Major General Abbas must now complete the deal by persuading the Nusra factions to emigrate to Idlib in northwestern Syria, but Hezbollah must ask Syrian President Bashar to allow the remnants of the Nusra front to travel to Idlib.
One reason the war waged by Hezbollah is so difficult, is that the Lebanese / Syrian border is not clearly drawn. Another is the lack of support of the Muslim / Christian public for the Hezbollah wars.
Ghassan Imam asks, in his article for Track Persia, a Platform run by dedicated analysts who spend much of their time researching the Middle East, “What benefit does Lebanon gain from replacing the Iranian mercenaries with the remnants of the ISIS and al-Qaeda on the Syrian / Lebanese borders?”
He adds that a third reason “is that the Lebanese army is in line with Hezbollah. The military turned a blind eye to Iran’s involvement in the Syrian war and its arming of Hezbollah with missiles and heavy weapons, so that it became better equipped than the ‘homeland army’. And then there is the question of the dominance of the Hezbollah state over the institutions of the ‘legitimate state’. This domination reached Sidon and West Beirut (a Sunni area), which was invaded by Hezbollah nine years ago.”

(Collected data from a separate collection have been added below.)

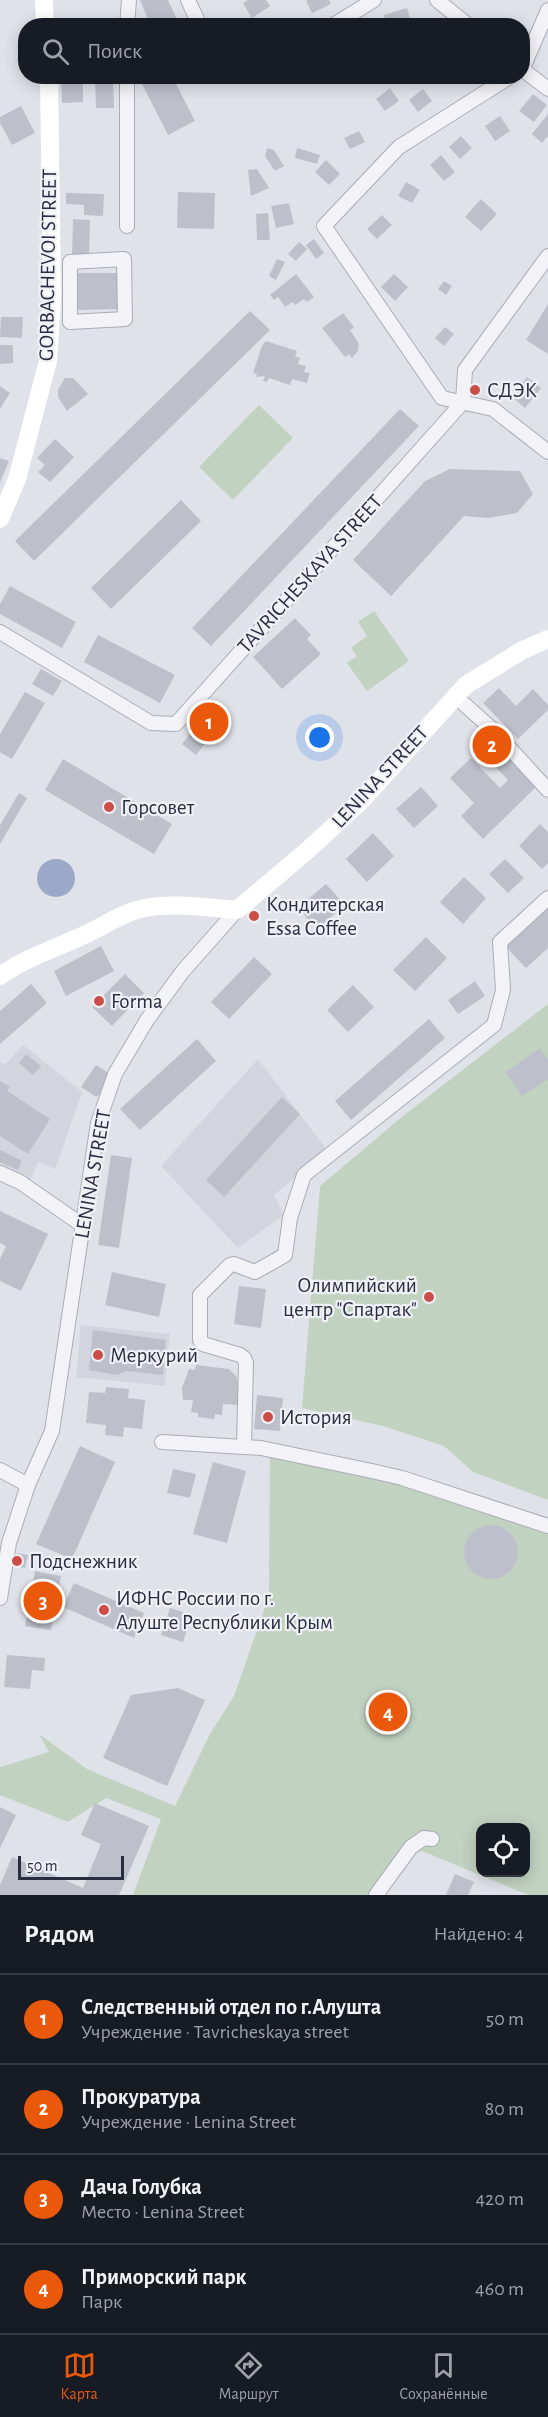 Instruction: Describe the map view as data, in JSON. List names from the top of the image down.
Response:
{
  "streets": {
    "main road": ["GORBACHEVOI STREET", "LENINA STREET"],
    "street": ["TAVRICHESKAYA STREET"]
  },
  "places": [
    "СДЭК",
    "Горсовет",
    "Кондитерская Essa Coffee",
    "Forma",
    "Олимпийский центр \"Спартак\"",
    "Меркурий",
    "История",
    "Подснежник",
    "ИФНС России по г. Алуште Республики Крым"
  ],
  "scale_bar": "50 m",
  "page": {
    "search": "Поиск",
    "pins": [
      "1",
      "2",
      "3",
      "4"
    ],
    "scale": "50 m",
    "heading": ["Рядом", "Найдено: 4"],
    "list": [
      {
        "mark": "1",
        "name": "Следственный отдел по г.Алушта",
        "note": "Учреждение · Tavricheskaya street",
        "value": "50 m"
      },
      {
        "mark": "2",
        "name": "Прокуратура",
        "note": "Учреждение · Lenina Street",
        "value": "80 m"
      },
      {
        "mark": "3",
        "name": "Дача Голубка",
        "note": "Место · Lenina Street",
        "value": "420 m"
      },
      {
        "mark": "4",
        "name": "Приморский парк",
        "note": "Парк",
        "value": "460 m"
      }
    ],
    "nav": ["Карта", "Маршрут", "Сохранённые"]
  }
}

Hezbollah waged a racist campaign against the Syrian refugees, according to Ghassan Imam, who says additionally, that Hezbollah invaded the camps near Arsal, and that four to ten of those arrested were tortured and died.
The visit of Prime Minister Saad Hariri to Washington coincided with Hezbollah’s new war inside Lebanon. President Trump let him wait for five days, and then, during the joint press conference, Trump launched a massive hostile campaign against Iran and Hezbollah, describing the latter as a threat to the stability and security in the region.
Ghassan Imam writes that, “The Trump administration and the Congressional committees of US military reduced its support to the Lebanese army at a rate of 82 percent and accused inner parties of leaking US weapons to Hezbollah. Hezbollah strengthened its dominance over Lebanon and its war with Bashar against Syrian civilians.”
The Saudi government’s position in supporting the prime minister was to strengthen the executive powers and to preserve the balance between the three main sects (the Maronites, Sunnis and Shiites).